Causal effect of education on earnings (using controls, so not just mere correlation) using OLS estimates.
Angrist and Krueger (1991) find estimated effect of between 5%-7% increase in annual earnings for each additional year of completed schooling
Staiger and Stock (1997): 5%-6%
Kane and Rouse (1993): 6%-8%
Card (1995b): 7%
Conneely and Uusitalo (1997): 8%
Maluccio (1997): 6%-7%
Harmon and Walker (1995): 6%
Twin studies:
Ashenfeiter and Rouse: 7%-8%
Rouse (1997): 7%-8%
Miller et al. (1995): 3%-5%
Behrman et al. (1994): 3%-6%
Isacsson (1997): 3%-5%
Another type of estimate, using instrumental variables (IVs), comes up with even higher estimates than these by a couple of percentage points.
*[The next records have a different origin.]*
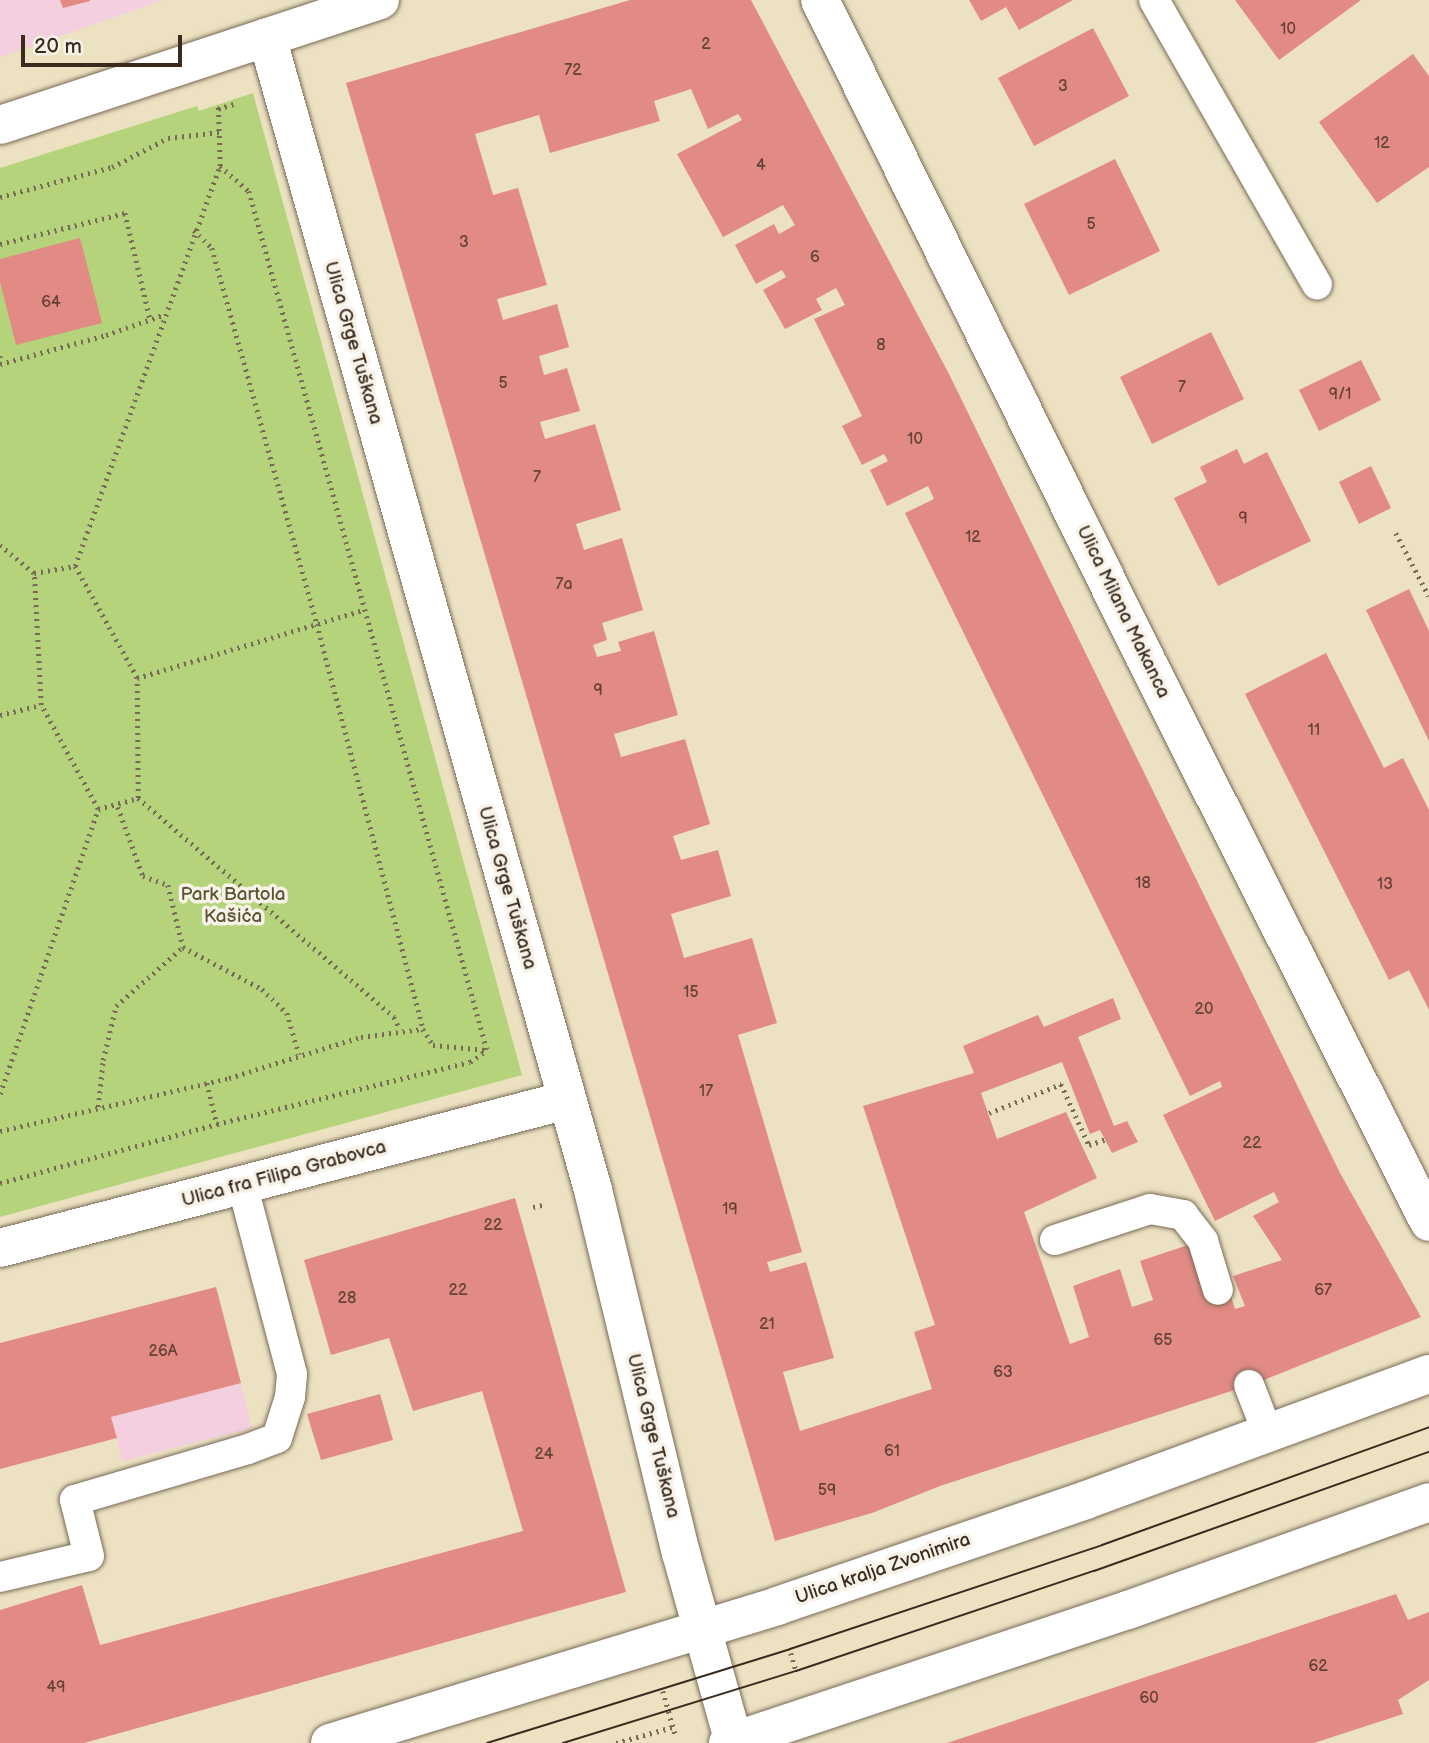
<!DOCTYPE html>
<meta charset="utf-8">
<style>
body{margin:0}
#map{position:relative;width:1429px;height:1743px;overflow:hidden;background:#ece2c2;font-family:"Balsamiq Sans",sans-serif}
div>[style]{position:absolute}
.built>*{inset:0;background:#f3cfdf}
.green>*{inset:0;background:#b5d37a}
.building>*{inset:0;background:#e28a84}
.path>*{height:4.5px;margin-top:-2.25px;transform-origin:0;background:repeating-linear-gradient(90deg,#796a57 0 2px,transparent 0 7px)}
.roads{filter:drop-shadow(0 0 2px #796a57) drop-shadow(0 0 2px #796a57)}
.service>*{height:30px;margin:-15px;padding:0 15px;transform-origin:15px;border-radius:15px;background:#fff}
.minor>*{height:38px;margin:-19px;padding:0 19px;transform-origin:19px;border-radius:19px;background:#fff}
.tertiary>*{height:38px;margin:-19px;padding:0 19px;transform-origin:19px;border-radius:19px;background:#fff}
.secondary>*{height:38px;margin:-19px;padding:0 19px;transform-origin:19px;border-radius:19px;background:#fff}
.tram>*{height:2px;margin:-1px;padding:0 1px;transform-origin:1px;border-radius:1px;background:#3b2a1e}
span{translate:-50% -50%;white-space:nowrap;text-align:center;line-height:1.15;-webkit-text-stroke:7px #f7f3e8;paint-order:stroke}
.number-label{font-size:16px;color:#654238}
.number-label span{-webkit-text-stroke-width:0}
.street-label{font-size:19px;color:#3b2a1e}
.park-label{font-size:19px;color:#5a5435}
.scale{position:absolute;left:21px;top:35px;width:161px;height:32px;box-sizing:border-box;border:4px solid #3b2a1e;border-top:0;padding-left:9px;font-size:21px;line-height:24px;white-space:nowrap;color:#3b2a1e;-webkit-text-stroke:5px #f7f3e8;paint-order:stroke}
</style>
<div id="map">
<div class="built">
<div style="clip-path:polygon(0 0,164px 0,0 57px)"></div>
<div style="clip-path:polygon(216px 1287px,252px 1428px,122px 1461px,86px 1321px)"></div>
</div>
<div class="green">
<div style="clip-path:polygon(253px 93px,522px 1075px,0 1217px,0 168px,197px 106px,199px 111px)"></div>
</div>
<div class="building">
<div style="clip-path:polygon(60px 0,90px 0,90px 1px,63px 8px)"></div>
<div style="clip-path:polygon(evenodd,630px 0,751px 0,949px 374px,1340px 1173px,1421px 1317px,1259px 1382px,940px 1486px,872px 1513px,775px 1541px,346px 83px,630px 0,691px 89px,708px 129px,738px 114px,742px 120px,677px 154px,723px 237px,783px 205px,795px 225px,779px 234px,774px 224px,735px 245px,756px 284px,782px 270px,786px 277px,763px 290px,785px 329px,822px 310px,816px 299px,836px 288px,845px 305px,814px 319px,862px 416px,842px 426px,862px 465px,884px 454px,888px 461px,870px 470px,887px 506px,928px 486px,934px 499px,905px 513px,1190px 1096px,1220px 1081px,1222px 1087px,1163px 1115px,1215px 1221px,1274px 1192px,1279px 1202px,1253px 1216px,1282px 1260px,1233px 1276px,1245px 1306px,1235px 1309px,1228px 1287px,1205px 1295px,1188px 1245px,1140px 1261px,1153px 1300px,1132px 1307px,1120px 1269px,1073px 1286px,1089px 1337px,1070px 1344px,1024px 1212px,1097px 1178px,1066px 1112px,997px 1139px,981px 1093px,1062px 1062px,1090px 1134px,1100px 1130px,1112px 1153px,1138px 1142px,1127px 1121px,1114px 1126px,1078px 1037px,1121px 1019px,1113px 998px,1044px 1027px,1038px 1015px,963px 1046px,974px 1073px,863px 1106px,935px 1325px,914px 1332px,932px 1389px,800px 1431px,783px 1372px,834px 1358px,806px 1262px,770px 1272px,767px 1262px,802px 1252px,738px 1035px,777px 1023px,752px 938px,684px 958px,671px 914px,731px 896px,718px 850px,681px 860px,673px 836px,710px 824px,685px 739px,621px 757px,614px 734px,678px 715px,654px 631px,618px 642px,621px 651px,597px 657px,593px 645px,607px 640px,602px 623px,643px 610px,622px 538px,584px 550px,576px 524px,621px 510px,595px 424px,545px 439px,540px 422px,580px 411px,567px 368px,544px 375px,539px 356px,569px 347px,557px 304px,503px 320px,497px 299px,547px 285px,518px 188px,493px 195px,475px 134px,539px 115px,550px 153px,660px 121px,654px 101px,691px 89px)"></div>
<div style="clip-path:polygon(969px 0,1073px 0,1019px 30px,1006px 7px,981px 21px)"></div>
<div style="clip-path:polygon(1235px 0,1361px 0,1279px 60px)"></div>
<div style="clip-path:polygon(1093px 28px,1129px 96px,1034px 146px,998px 78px)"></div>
<div style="clip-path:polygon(1413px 54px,1429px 76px,1429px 167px,1377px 203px,1319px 122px)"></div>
<div style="clip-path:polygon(1115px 159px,1160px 251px,1069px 295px,1024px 204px)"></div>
<div style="clip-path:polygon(80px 238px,102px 323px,16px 345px,0 282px,0 259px)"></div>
<div style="clip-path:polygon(1211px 332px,1244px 399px,1152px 444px,1120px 377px)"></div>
<div style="clip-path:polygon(1361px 360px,1381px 400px,1319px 431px,1299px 390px)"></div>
<div style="clip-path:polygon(1237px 449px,1244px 464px,1267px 452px,1311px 541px,1218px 586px,1174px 498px,1207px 482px,1200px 467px)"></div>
<div style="clip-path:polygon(1371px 466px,1391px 508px,1359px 524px,1339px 482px)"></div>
<div style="clip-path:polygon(1409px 589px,1429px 631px,1429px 741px,1366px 610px)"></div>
<div style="clip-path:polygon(1326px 653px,1384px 768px,1403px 758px,1429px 810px,1429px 1010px,1409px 970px,1389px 980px,1245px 694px)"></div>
<div style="clip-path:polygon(515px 1198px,626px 1592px,84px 1743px,0 1743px,0 1610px,82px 1585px,100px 1645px,523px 1531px,482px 1391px,413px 1411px,389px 1338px,331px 1355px,304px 1260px)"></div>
<div style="clip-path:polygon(216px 1287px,241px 1383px,111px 1417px,117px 1438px,0 1469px,0 1343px)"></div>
<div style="clip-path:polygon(380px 1394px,393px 1440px,321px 1460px,307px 1414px)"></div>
<div style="clip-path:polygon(1396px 1594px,1408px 1620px,1429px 1612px,1429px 1680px,1398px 1700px,1403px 1714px,1314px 1743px,947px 1743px)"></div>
</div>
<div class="path">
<div style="left:218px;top:109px;width:20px;rotate:-18deg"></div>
<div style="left:220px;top:166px;width:38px;rotate:41deg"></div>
<div style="left:249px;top:191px;width:891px;rotate:74.51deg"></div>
<div style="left:0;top:197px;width:116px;rotate:-15deg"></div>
<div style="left:112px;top:167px;width:63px;rotate:-27.4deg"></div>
<div style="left:168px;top:138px;width:52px;rotate:-6.6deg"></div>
<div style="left:194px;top:230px;width:25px;rotate:45deg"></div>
<div style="left:212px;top:248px;width:390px;rotate:74.4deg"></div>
<div style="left:317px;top:624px;width:419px;rotate:75.3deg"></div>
<div style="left:0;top:244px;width:129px;rotate:-13.9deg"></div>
<div style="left:125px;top:213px;width:109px;rotate:76.7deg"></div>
<div style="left:0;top:356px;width:7px;rotate:74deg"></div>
<div style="left:0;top:364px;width:110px;rotate:-15.3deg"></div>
<div style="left:106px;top:335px;width:60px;rotate:-19.3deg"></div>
<div style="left:1396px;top:533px;width:71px;rotate:62.4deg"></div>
<div style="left:0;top:545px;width:44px;rotate:39.5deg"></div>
<div style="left:137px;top:678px;width:236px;rotate:-16.7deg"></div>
<div style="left:0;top:715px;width:42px;rotate:-13.7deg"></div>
<div style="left:138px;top:798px;width:337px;rotate:40.5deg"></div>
<div style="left:394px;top:1017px;width:14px;rotate:65deg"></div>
<div style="left:118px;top:807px;width:73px;rotate:70.1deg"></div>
<div style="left:143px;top:876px;width:27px;rotate:20deg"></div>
<div style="left:168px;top:885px;width:64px;rotate:76.4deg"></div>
<div style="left:183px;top:947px;width:89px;rotate:28deg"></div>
<div style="left:262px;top:989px;width:35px;rotate:44deg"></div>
<div style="left:287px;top:1013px;width:43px;rotate:73.7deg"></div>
<div style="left:98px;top:809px;width:41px;rotate:-15.4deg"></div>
<div style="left:138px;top:798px;width:120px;rotate:-90.5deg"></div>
<div style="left:137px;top:678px;width:128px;rotate:-119deg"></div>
<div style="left:75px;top:566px;width:425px;rotate:-70.1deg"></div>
<div style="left:220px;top:166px;width:63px;rotate:-91.8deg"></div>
<div style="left:207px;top:1083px;width:42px;rotate:76.3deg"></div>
<div style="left:0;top:1094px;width:301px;rotate:-71deg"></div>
<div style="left:98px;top:809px;width:119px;rotate:-118.7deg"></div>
<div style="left:41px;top:705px;width:132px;rotate:-93deg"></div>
<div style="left:34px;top:573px;width:42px;rotate:-9.7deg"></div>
<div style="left:98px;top:1107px;width:47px;rotate:-83.9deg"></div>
<div style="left:103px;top:1060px;width:56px;rotate:-76.5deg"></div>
<div style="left:116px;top:1006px;width:89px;rotate:-41.4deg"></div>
<div style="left:989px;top:1113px;width:78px;rotate:-21.9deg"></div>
<div style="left:1061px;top:1084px;width:67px;rotate:65.3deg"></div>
<div style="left:1089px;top:1145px;width:18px;rotate:-19deg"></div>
<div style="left:0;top:1131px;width:235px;rotate:-13deg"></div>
<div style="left:229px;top:1078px;width:138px;rotate:-17.3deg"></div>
<div style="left:361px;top:1037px;width:63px;rotate:-7.4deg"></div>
<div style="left:423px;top:1029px;width:19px;rotate:58deg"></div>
<div style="left:433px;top:1045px;width:54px;rotate:5.3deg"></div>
<div style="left:0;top:1183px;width:225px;rotate:-15.2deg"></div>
<div style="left:217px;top:1124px;width:260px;rotate:-13.8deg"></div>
<div style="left:470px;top:1062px;width:19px;rotate:-35deg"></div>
<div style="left:533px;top:1207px;width:13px;rotate:-13deg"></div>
<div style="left:791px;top:1653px;width:19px;rotate:74deg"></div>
<div style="left:663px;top:1691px;width:48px;rotate:74.2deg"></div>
<div style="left:616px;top:1743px;width:59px;rotate:-15.7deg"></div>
</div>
<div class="roads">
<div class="service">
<div style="left:1154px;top:0;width:328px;rotate:60.2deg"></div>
<div style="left:1055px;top:1240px;width:100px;rotate:-18.1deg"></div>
<div style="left:1150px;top:1209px;width:34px;rotate:10deg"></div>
<div style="left:1183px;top:1215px;width:33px;rotate:52deg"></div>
<div style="left:1203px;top:1241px;width:51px;rotate:73deg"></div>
<div style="left:1249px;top:1385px;width:53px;rotate:68.8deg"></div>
<div style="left:0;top:1577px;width:91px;rotate:-13.3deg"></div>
<div style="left:89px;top:1556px;width:58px;rotate:-104deg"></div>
<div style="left:75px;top:1500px;width:180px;rotate:-16.4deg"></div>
<div style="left:248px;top:1449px;width:31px;rotate:-21deg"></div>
<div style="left:277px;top:1438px;width:43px;rotate:-72.4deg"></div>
<div style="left:290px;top:1397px;width:23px;rotate:-85deg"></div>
<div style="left:292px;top:1374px;width:196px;rotate:-104.7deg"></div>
</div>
<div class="minor">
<div style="left:820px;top:0;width:736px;rotate:63.71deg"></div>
<div style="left:1146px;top:660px;width:629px;rotate:63.27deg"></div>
<div style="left:267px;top:37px;width:1198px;rotate:74.21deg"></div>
<div style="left:593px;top:1190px;width:374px;rotate:76.4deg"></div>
<div style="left:681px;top:1553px;width:197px;rotate:74.4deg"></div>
<div style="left:0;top:1248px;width:586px;rotate:-14.63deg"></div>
</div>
<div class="tertiary">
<div style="left:0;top:125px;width:400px;rotate:-18.2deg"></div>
</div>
<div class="secondary">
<div style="left:330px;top:1743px;width:468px;rotate:-17deg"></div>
<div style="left:777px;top:1606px;width:327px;rotate:-18.9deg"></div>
<div style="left:1086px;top:1500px;width:365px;rotate:-20.2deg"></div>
<div style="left:728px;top:1743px;width:422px;rotate:-18.4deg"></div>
<div style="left:1128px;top:1610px;width:320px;rotate:-19.7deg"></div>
</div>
</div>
<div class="tram">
<div style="left:487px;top:1743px;width:317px;rotate:-17.2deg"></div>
<div style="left:790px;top:1649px;width:329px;rotate:-18.4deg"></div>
<div style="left:1102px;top:1545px;width:348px;rotate:-19.8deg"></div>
<div style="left:563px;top:1743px;width:244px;rotate:-17.2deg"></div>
<div style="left:796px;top:1671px;width:314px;rotate:-18.6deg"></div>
<div style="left:1094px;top:1571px;width:356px;rotate:-19.6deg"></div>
</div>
<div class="number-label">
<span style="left:1288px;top:30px">10</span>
<span style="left:706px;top:45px">2</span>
<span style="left:573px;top:71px">72</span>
<span style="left:1063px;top:87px">3</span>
<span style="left:1382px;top:144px">12</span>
<span style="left:761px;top:166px">4</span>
<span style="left:1091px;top:225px">5</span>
<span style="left:464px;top:243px">3</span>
<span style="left:815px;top:258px">6</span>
<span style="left:51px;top:303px">64</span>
<span style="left:881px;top:346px">8</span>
<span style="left:503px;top:384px">5</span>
<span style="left:1182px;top:388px">7</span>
<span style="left:1340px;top:395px">9/1</span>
<span style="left:915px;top:440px">10</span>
<span style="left:537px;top:478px">7</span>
<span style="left:1243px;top:519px">9</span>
<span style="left:973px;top:538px">12</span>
<span style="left:564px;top:585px">7a</span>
<span style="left:598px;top:691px">9</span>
<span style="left:1314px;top:731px">11</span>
<span style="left:1143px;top:884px">18</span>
<span style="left:1385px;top:885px">13</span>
<span style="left:691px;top:993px">15</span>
<span style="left:1204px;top:1010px">20</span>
<span style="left:706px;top:1092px">17</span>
<span style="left:1252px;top:1144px">22</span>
<span style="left:730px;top:1210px">19</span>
<span style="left:493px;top:1226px">22</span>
<span style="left:458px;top:1291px">22</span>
<span style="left:1323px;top:1291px">67</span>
<span style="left:347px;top:1299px">28</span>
<span style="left:767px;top:1325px">21</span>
<span style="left:1163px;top:1341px">65</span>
<span style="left:163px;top:1352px">26A</span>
<span style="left:1003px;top:1373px">63</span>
<span style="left:892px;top:1452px">61</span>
<span style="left:544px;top:1455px">24</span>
<span style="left:827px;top:1491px">59</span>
<span style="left:1318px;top:1667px">62</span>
<span style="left:56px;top:1688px">49</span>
<span style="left:1149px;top:1699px">60</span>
</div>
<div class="street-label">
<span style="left:353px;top:343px;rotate:74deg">Ulica Grge Tuškana</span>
<span style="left:1123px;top:612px;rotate:64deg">Ulica Milana Makanca</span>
<span style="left:507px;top:888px;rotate:74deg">Ulica Grge Tuškana</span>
<span style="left:284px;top:1174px;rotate:-15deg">Ulica fra Filipa Grabovca</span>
<span style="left:653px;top:1436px;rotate:76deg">Ulica Grge Tuškana</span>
<span style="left:883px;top:1569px;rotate:-19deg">Ulica kralja Zvonimira</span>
</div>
<div class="park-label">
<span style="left:233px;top:906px">Park Bartola<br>Kašića</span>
</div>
<div class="scale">20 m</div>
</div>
After analyzing the accuracy of all these studies, the author that summarizes the findings comes to the following consulsions:
5. Conclusions
Taken as a whole, I believe that the recent literature on the returns to education points to five key conclusions:
1.
Consistent with the summary of the literature from the 1960s and 1970s by Griliches, 1977, Griliches, 1979 the average (or average marginal) return to education in a given population is not much below the estimate that emerges from a simple cross-sectional regression of earnings on education. The “best available” evidence from the latest studies of identical twins suggests a small upward bias (on the order of 10%) in the simple OLS estimates.
2.
Estimates of the return to schooling based on comparisons of brothers or fraternal twins contain some positive ability bias, but less than the corresponding OLS estimates. Ability differences appear to exert relatively less influence on within-family schooling differences than on between-family differences.
3.
IV estimates of the return to education based on family background are systematically higher than corresponding OLS estimates and probably contain a bigger upward ability bias than the OLS estimates.
4.
Returns to education vary across the population with such observable factors as school quality and parental education.
5.
IV estimates of the return to education based on interventions in the school system tend to be 20% or more above the corresponding OLS estimates. While there are several competing explanations for this finding, one plausible hypothesis is that the marginal returns to schooling for certain subgroups of the population – particularly those subgroups whose schooling decisions are most affected by structural innovations in the schooling system – are somewhat higher than the average marginal returns to education in the population as a whole.
https://www.sciencedirect.com/science/article/pii/S1573446399030114
In other words, there does not seem to be much systematic bias or inaccuracies in these estimates.